Next, in order for the character to actually pass through them, I would need to detect when the player was in a hole, which meant assigning a trigger collider (a collider that detect collisions but does not apply any forces as a result). A script was set up on these hole objects so that, if the player jumped into one, the collider for the entire parent platform would be switched off. I actually made the colliders for the holes quite tall so that whenever the player was standing above or below a hole the collider for the respective platform would be switched off.


The issue with this approach was that it introduced a whole bunch of bugs into the game due to the number of edge cases, such as jumping through a hole and immediately falling back through it or falling through a hole without jumping first. Because I was switching the collider for the platform on and off manually, certain OnCollisionEnter2D function calls were not executing which I was relying on for checking if the player was on the ground or not. Without that function call, the game still thought the player was on the ground and so could jump in mid air again.
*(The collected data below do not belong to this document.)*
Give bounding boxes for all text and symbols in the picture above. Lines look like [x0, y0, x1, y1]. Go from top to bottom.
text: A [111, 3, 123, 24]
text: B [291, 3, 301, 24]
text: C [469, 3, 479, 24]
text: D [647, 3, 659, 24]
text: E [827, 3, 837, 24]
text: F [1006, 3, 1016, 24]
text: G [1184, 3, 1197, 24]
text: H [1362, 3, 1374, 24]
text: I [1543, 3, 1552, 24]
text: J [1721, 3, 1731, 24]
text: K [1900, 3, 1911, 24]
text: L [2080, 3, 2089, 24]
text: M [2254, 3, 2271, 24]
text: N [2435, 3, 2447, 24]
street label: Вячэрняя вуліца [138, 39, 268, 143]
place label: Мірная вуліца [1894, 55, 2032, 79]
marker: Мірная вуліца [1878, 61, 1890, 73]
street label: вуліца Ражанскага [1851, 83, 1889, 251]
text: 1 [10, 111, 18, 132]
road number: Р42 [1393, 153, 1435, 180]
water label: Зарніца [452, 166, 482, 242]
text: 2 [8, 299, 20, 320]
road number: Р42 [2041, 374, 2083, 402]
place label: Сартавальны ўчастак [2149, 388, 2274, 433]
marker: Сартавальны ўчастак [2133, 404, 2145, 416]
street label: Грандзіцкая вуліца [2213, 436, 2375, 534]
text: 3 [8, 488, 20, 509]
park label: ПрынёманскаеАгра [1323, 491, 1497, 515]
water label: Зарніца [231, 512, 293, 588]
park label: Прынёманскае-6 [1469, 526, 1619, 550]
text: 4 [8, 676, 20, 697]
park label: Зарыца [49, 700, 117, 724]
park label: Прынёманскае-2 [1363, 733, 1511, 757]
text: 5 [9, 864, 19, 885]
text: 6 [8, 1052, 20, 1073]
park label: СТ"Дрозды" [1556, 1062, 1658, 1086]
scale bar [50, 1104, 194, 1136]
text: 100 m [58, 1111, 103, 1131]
Eventually however I was able to overcome those bugs by essentially keeping an eye out for those edge cases and making sure that the correct code was executed at those times. Perhaps there is a more elegant solution for dealing with moving holes which reduces the number of edge cases, but in the end this solution worked well enough for me.


The final steps of the project were to add enemies and make the game work on my Android phone, neither of which kept me back too long.

Overall, I feel like the project was a good learning experience, especially in terms of learning a bit more about the common problems faced when building a simple platformer. Next time I think I’ll try something outside of Unity.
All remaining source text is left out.